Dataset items

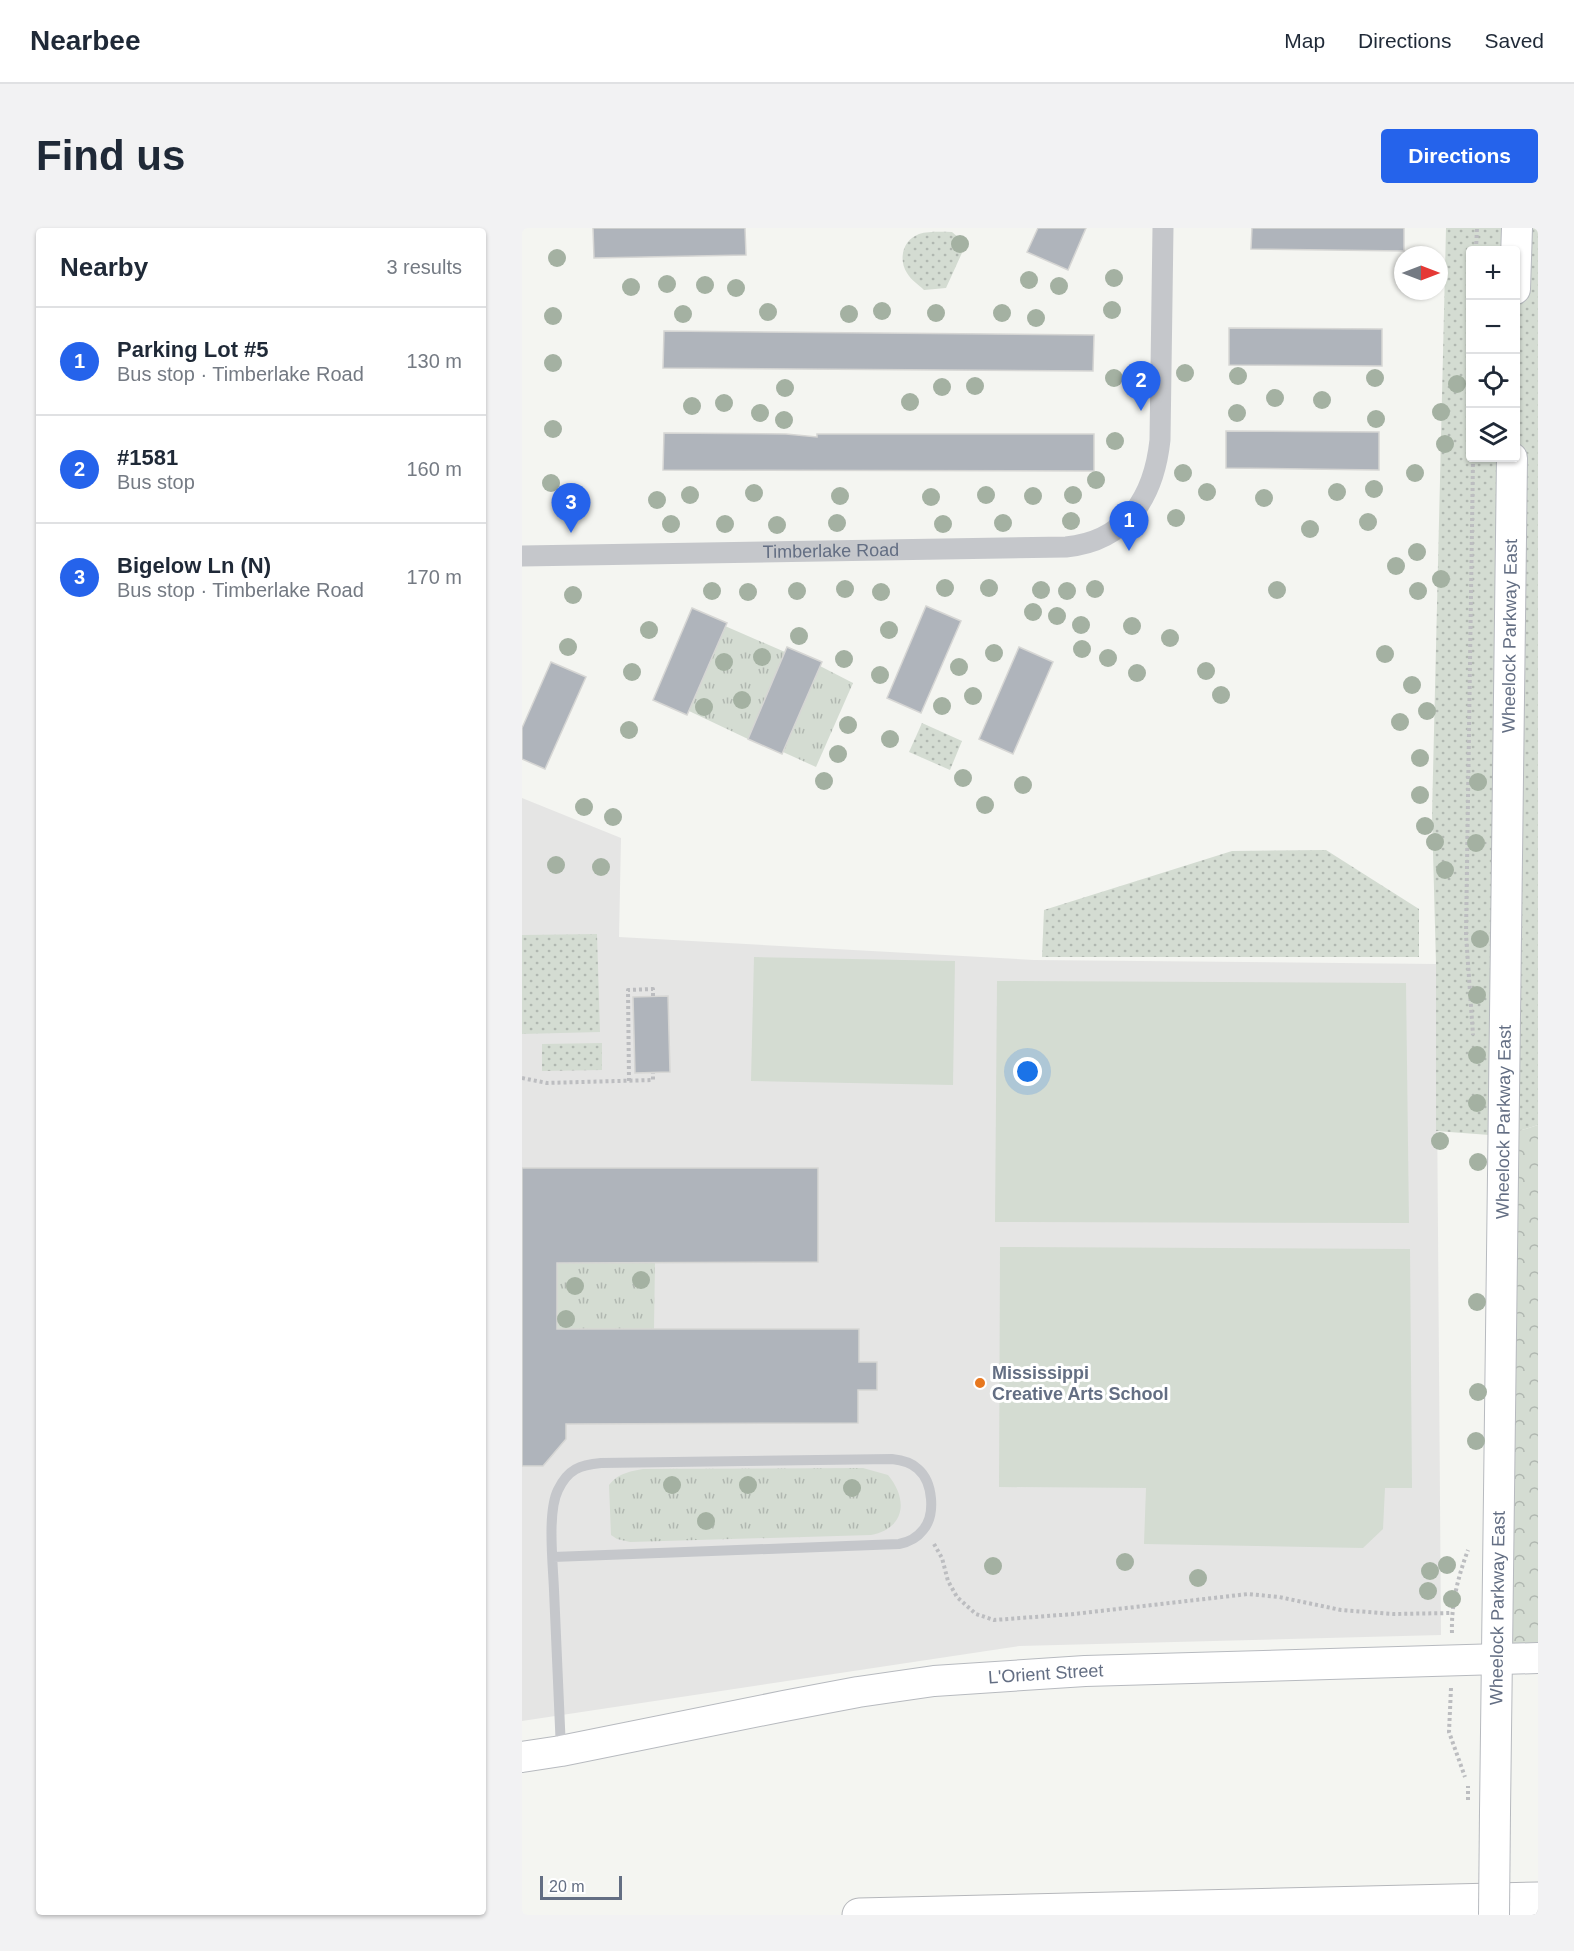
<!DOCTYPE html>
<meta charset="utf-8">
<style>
:root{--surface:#fff;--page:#f2f2f3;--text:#1f2937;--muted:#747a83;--line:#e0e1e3;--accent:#2563eb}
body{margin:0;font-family:Arial,sans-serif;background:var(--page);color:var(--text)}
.controls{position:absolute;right:18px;top:18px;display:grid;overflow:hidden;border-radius:6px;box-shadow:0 2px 4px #0004}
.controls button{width:54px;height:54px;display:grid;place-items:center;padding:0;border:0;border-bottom:2px solid var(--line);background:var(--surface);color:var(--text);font:30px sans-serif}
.compass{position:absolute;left:872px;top:18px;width:54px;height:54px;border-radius:50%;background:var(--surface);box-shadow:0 2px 4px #0004;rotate:90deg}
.scale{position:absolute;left:18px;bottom:15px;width:82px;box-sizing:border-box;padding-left:6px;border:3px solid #636e83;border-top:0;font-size:16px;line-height:21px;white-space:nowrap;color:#636e83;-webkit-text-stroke:4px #fff;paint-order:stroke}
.you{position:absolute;left:506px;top:844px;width:21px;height:21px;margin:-15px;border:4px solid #fff;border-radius:50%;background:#1a73e8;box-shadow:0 0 0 9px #1a73e833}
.badge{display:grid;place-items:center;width:39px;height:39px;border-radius:50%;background:var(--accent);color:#fff;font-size:20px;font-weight:700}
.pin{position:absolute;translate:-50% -50px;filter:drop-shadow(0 2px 3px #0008)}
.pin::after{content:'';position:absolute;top:32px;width:21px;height:18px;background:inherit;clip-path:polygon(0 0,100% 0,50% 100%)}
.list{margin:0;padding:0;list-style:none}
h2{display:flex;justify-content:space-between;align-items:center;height:78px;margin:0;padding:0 24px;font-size:26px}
h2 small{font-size:20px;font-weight:400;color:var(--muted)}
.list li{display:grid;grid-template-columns:39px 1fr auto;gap:18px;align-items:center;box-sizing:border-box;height:108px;padding:0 24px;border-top:2px solid var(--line)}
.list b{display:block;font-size:22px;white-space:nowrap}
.list p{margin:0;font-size:20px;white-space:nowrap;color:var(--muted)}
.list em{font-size:20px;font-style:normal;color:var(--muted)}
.icon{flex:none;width:33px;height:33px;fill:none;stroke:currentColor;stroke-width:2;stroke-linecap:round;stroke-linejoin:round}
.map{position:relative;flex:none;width:1016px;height:1687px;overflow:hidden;border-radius:6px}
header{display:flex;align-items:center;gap:36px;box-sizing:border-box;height:84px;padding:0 30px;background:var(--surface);border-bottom:2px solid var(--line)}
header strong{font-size:28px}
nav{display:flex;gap:33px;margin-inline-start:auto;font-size:21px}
.intro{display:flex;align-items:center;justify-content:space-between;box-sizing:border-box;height:144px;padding:0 36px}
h1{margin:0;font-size:42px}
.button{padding:15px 27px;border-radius:6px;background:var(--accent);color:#fff;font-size:21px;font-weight:700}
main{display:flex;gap:36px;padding:0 36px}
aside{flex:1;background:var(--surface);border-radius:6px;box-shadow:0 2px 4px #0004}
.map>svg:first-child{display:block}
</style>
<header>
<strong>Nearbee</strong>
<nav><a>Map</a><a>Directions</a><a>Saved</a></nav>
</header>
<div class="intro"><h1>Find us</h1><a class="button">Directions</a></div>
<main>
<aside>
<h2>Nearby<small>3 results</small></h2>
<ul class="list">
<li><span class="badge">1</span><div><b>Parking Lot #5</b><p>Bus stop · Timberlake Road</p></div><em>130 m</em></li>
<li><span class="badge">2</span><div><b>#1581</b><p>Bus stop</p></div><em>160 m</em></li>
<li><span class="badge">3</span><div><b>Bigelow Ln (N)</b><p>Bus stop · Timberlake Road</p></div><em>170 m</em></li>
</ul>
</aside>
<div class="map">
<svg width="1016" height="1687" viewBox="0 0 1016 1687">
<defs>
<pattern id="grass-tufts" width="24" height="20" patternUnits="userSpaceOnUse" patternTransform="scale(1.5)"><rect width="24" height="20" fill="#d4dcd2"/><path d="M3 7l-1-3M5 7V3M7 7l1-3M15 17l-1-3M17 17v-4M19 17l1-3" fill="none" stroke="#b0b7b0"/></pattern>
<pattern id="forest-crowns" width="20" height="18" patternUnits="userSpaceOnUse" patternTransform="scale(1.5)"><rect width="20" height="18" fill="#d4dcd2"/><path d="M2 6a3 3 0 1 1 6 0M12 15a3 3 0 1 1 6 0" fill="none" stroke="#b0b7b0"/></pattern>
<pattern id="park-dots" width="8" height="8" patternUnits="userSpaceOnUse" patternTransform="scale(1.5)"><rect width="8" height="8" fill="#d4dcd2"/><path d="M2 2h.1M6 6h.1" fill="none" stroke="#b0b7b0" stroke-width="1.8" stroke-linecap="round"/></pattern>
</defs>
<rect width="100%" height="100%" fill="#f4f5f1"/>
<!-- built -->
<path fill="#e5e5e4" d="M0,570l99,40 -2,99 415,23 402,4 5,671 -422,11 -497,75z"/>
<!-- grass -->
<g fill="url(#grass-tufts)">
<path d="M203,398l60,26 -37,87 -59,-28z"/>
<path d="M298,438l33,17 -37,84 -33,-15z"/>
<path d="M133,1034l-1,67h-97v-66z"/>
<path d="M341,1240l25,7c20,24 18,53 -17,60l-241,7 -13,-3 -6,-4 -2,-50c10,-12 19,-13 34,-16z"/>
</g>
<!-- forest -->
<path fill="url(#forest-crowns)" d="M1016,897v533l-41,1 6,-523z"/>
<!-- park -->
<g fill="url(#park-dots)" fill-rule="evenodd">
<path d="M924,0h92v897l-35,11 -67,-5v-167l-4,-149zM948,22h45v208h-45z"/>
<path d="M430,4l14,12 -20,44 -22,2c-5,-5 -13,-10 -17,-17 -9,-14 -4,-33 12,-39 10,-3 23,-2 33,-2z"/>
<path d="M400,495l40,18 -12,29 -41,-18z"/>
<path d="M804,622l93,59v48h-377l2,-47 188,-59z"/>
<path d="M75,706l3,98 -78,2v-99z"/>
<path d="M80,815v27l-60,1v-27z"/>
</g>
<!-- pitch -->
<g fill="#d4dcd2">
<path d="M232,729l201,4 -2,124 -202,-4z"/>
<path d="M475,753l409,2 3,240 -414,-1z"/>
<path d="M478,1019l410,2 2,239h-27l-2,41 -20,19 -219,-4 2,-56 -147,-1z"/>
</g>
<!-- building -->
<g fill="#afb4bb" stroke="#d6d6d4" stroke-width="1.5">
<path d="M71,0h152l1,27 -152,3z"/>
<path d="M516,0h48l-18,42 -41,-18z"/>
<path d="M730,0h152v23l-153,-2z"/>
<path d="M707,100l153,1v37l-153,-1z"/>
<path d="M142,103l430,4 -1,36 -430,-3z"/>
<path d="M704,203l153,1v38l-153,-2z"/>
<path d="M142,205l122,1 31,3v-3h277v37l-431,-1z"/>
<path d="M404,378l35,15 -40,92 -34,-15z"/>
<path d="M170,380l35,15 -40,92 -34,-15z"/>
<path d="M265,419l35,15 -40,92 -34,-15z"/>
<path d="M497,419l34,15 -40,92 -34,-15z"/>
<path d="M29,434l35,15 -41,92 -23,-10v-31z"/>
<path d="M146,768l2,76 -35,1 -2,-76z"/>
<path d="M0,940h296v94l-261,1v66h302v33h18v28h-19v33l-292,1v15l-23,27h-21z"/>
</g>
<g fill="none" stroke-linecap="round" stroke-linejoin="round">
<!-- secondary casing -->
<g stroke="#b7babf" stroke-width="32">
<g id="secondary">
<path d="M993,61l2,-61"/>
<path id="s2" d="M0,1529l39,-6 223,-45 74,-14 76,-11 151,-10 453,-13"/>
<path id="s3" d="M973,1584l17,-1354"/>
</g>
</g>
<!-- highway casing -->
<g stroke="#b5b7bb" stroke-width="35">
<path id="highway" d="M337,1687l679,-16"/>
</g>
<!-- path -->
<g stroke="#bcbdc0" stroke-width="4" stroke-dasharray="3 3" stroke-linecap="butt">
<path d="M954,22l1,-22"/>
<path d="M951,230l-7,477 7,100"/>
<path d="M0,850l25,5 106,-3v-7"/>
<path d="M107,853l-1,-91 25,-1v8"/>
<path d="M412,1316l8,14 6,23 9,16 19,17 18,6 80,-6 174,-20 31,3 62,13 53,4 58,-1"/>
<path d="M930,1405c-1,-29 6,-56 16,-83"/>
<path d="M929,1460l-2,44 16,45"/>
</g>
<!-- lane -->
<path stroke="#c5c7cb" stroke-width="10" d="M31,1329l346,-13c10,-2 18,-6 24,-14 13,-15 10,-48 -5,-61 -7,-7 -16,-9 -26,-10l-291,4c-21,2 -33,6 -43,27 -11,22 -5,74 -4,100 2,53 5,107 7,160"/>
<!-- street -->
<path stroke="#c5c7cb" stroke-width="21" id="s1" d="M0,328l544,-9c61,-6 88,-51 94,-107l3,-212"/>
<!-- secondary -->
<use href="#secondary" stroke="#fff" stroke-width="30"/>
<!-- highway -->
<use href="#highway" stroke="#fff" stroke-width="33"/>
<!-- secondary-bridge casing -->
<g stroke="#b7babf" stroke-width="32" stroke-linecap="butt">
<path id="secondary-bridge" d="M972,1687l1,-103"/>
</g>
<!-- path-bridge -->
<path stroke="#bcbdc0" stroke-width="4" stroke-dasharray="3 3" stroke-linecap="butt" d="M946,1572v-14"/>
<!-- secondary-bridge -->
<use href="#secondary-bridge" stroke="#fff" stroke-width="30"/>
</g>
<!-- trees -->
<g fill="#a4b1a2">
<circle cx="438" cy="16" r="9"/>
<circle cx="35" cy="30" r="9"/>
<circle cx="592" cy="50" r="9"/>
<circle cx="507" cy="52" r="9"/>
<circle cx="145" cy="56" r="9"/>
<circle cx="183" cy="57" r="9"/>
<circle cx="537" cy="58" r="9"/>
<circle cx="109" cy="59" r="9"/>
<circle cx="214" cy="60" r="9"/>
<circle cx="590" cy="82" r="9"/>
<circle cx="360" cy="83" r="9"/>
<circle cx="246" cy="84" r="9"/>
<circle cx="414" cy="85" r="9"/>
<circle cx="480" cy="85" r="9"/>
<circle cx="161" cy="86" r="9"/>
<circle cx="327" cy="86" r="9"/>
<circle cx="31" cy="88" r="9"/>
<circle cx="514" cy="90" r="9"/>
<circle cx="31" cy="135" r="9"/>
<circle cx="663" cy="145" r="9"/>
<circle cx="716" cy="148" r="9"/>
<circle cx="592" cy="150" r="9"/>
<circle cx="853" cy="150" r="9"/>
<circle cx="935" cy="156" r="9"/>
<circle cx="453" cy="158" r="9"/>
<circle cx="420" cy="159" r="9"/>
<circle cx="263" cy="160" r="9"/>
<circle cx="753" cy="170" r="9"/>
<circle cx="800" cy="172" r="9"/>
<circle cx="388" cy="174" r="9"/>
<circle cx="202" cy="175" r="9"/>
<circle cx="170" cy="178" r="9"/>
<circle cx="919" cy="184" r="9"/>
<circle cx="238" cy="185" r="9"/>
<circle cx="715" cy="185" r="9"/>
<circle cx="854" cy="191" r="9"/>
<circle cx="262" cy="192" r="9"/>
<circle cx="31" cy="201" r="9"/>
<circle cx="593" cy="213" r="9"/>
<circle cx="923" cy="216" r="9"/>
<circle cx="661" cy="245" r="9"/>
<circle cx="893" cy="245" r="9"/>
<circle cx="574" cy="252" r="9"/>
<circle cx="29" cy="255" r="9"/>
<circle cx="852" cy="261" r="9"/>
<circle cx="685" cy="264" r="9"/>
<circle cx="815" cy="264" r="9"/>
<circle cx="232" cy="265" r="9"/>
<circle cx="168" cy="267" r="9"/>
<circle cx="464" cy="267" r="9"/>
<circle cx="551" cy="267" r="9"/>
<circle cx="318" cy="268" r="9"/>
<circle cx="511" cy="268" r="9"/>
<circle cx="409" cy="269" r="9"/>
<circle cx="742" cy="270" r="9"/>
<circle cx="135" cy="272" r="9"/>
<circle cx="654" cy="290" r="9"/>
<circle cx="549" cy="293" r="9"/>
<circle cx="846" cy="294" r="9"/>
<circle cx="315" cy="295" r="9"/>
<circle cx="481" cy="295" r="9"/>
<circle cx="149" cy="296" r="9"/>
<circle cx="203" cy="296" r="9"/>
<circle cx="421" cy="296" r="9"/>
<circle cx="255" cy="297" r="9"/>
<circle cx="788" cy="301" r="9"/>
<circle cx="895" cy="324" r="9"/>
<circle cx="874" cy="338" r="9"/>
<circle cx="919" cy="351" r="9"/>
<circle cx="423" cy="360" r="9"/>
<circle cx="467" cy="360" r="9"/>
<circle cx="323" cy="361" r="9"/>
<circle cx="573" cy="361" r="9"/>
<circle cx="519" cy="362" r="9"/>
<circle cx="755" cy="362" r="9"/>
<circle cx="190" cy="363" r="9"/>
<circle cx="275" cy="363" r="9"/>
<circle cx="545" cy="363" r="9"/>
<circle cx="896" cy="363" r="9"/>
<circle cx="226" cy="364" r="9"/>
<circle cx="359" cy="364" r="9"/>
<circle cx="51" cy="367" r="9"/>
<circle cx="511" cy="384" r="9"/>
<circle cx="535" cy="388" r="9"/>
<circle cx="559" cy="397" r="9"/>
<circle cx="610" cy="398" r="9"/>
<circle cx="127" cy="402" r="9"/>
<circle cx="367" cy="402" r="9"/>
<circle cx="277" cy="408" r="9"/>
<circle cx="648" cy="410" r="9"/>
<circle cx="46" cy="419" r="9"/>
<circle cx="560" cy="421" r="9"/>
<circle cx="472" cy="425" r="9"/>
<circle cx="863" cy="426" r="9"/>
<circle cx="240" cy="429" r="9"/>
<circle cx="586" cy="430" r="9"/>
<circle cx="322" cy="431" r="9"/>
<circle cx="202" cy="434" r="9"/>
<circle cx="437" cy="439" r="9"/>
<circle cx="684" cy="443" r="9"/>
<circle cx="110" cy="444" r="9"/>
<circle cx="615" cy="445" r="9"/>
<circle cx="358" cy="447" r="9"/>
<circle cx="890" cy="457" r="9"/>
<circle cx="699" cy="467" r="9"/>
<circle cx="451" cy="468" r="9"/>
<circle cx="220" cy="472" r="9"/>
<circle cx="420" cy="478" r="9"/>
<circle cx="182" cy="479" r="9"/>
<circle cx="905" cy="483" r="9"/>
<circle cx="878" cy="494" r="9"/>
<circle cx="326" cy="497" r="9"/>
<circle cx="107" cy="502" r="9"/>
<circle cx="368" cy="511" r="9"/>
<circle cx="316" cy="526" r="9"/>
<circle cx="898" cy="530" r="9"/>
<circle cx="441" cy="550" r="9"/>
<circle cx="302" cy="553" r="9"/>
<circle cx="956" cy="554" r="9"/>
<circle cx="501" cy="557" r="9"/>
<circle cx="898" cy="567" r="9"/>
<circle cx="463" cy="577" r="9"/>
<circle cx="62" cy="579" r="9"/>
<circle cx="91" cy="589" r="9"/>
<circle cx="903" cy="598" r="9"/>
<circle cx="913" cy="614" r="9"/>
<circle cx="954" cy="615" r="9"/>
<circle cx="34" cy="637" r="9"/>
<circle cx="79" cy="639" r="9"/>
<circle cx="923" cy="642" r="9"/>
<circle cx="958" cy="711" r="9"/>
<circle cx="955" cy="767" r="9"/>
<circle cx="955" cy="827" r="9"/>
<circle cx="955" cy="875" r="9"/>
<circle cx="918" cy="913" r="9"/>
<circle cx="956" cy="934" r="9"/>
<circle cx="119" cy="1052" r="9"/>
<circle cx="53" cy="1058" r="9"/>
<circle cx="955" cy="1074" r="9"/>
<circle cx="44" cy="1091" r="9"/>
<circle cx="956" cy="1164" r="9"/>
<circle cx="954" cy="1213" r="9"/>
<circle cx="150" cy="1257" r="9"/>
<circle cx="226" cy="1257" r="9"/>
<circle cx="330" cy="1260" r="9"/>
<circle cx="184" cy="1293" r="9"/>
<circle cx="603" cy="1334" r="9"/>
<circle cx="925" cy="1337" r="9"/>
<circle cx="471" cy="1338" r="9"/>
<circle cx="908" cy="1343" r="9"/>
<circle cx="676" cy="1350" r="9"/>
<circle cx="906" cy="1363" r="9"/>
<circle cx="930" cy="1371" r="9"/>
</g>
<!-- markers -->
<circle fill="#e7771e" stroke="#fff" stroke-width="2" cx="458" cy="1155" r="6"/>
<g text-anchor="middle" stroke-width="6" stroke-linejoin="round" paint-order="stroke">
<!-- street labels -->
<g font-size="18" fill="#636e83" stroke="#fff">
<text dy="6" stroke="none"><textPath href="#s1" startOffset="309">Timberlake Road</textPath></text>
<text dy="6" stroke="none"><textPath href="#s3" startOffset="1176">Wheelock Parkway East</textPath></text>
<text dy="6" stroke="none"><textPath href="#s3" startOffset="690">Wheelock Parkway East</textPath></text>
<text dy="6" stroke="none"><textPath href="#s3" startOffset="204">Wheelock Parkway East</textPath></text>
<text dy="6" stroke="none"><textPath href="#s2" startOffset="531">L'Orient Street</textPath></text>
</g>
<!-- poi labels -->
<g font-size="18" font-weight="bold" fill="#636e83" stroke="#fff" text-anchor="start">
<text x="470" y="1151">Mississippi<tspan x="470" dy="21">Creative Arts School</tspan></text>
</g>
</g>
</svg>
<div class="controls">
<button>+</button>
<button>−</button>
<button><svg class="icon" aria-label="locate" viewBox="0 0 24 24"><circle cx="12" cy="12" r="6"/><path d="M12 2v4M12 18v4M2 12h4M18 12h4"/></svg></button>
<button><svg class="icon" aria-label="layers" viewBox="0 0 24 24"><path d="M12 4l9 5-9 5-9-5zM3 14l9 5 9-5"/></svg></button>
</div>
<svg class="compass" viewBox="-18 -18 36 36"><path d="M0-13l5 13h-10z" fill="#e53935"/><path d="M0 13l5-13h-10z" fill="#747a83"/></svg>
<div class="scale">20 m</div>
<div class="you"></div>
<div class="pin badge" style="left:607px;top:323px">1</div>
<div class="pin badge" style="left:619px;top:183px">2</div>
<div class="pin badge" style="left:49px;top:305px">3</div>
</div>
</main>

WHAT TO DO: The answer must be every line of the data that holds the word "linejoin".

FINISHED TASK:
.icon{flex:none;width:33px;height:33px;fill:none;stroke:currentColor;stroke-width:2;stroke-linecap:round;stroke-linejoin:round}
<g fill="none" stroke-linecap="round" stroke-linejoin="round">
<g text-anchor="middle" stroke-width="6" stroke-linejoin="round" paint-order="stroke">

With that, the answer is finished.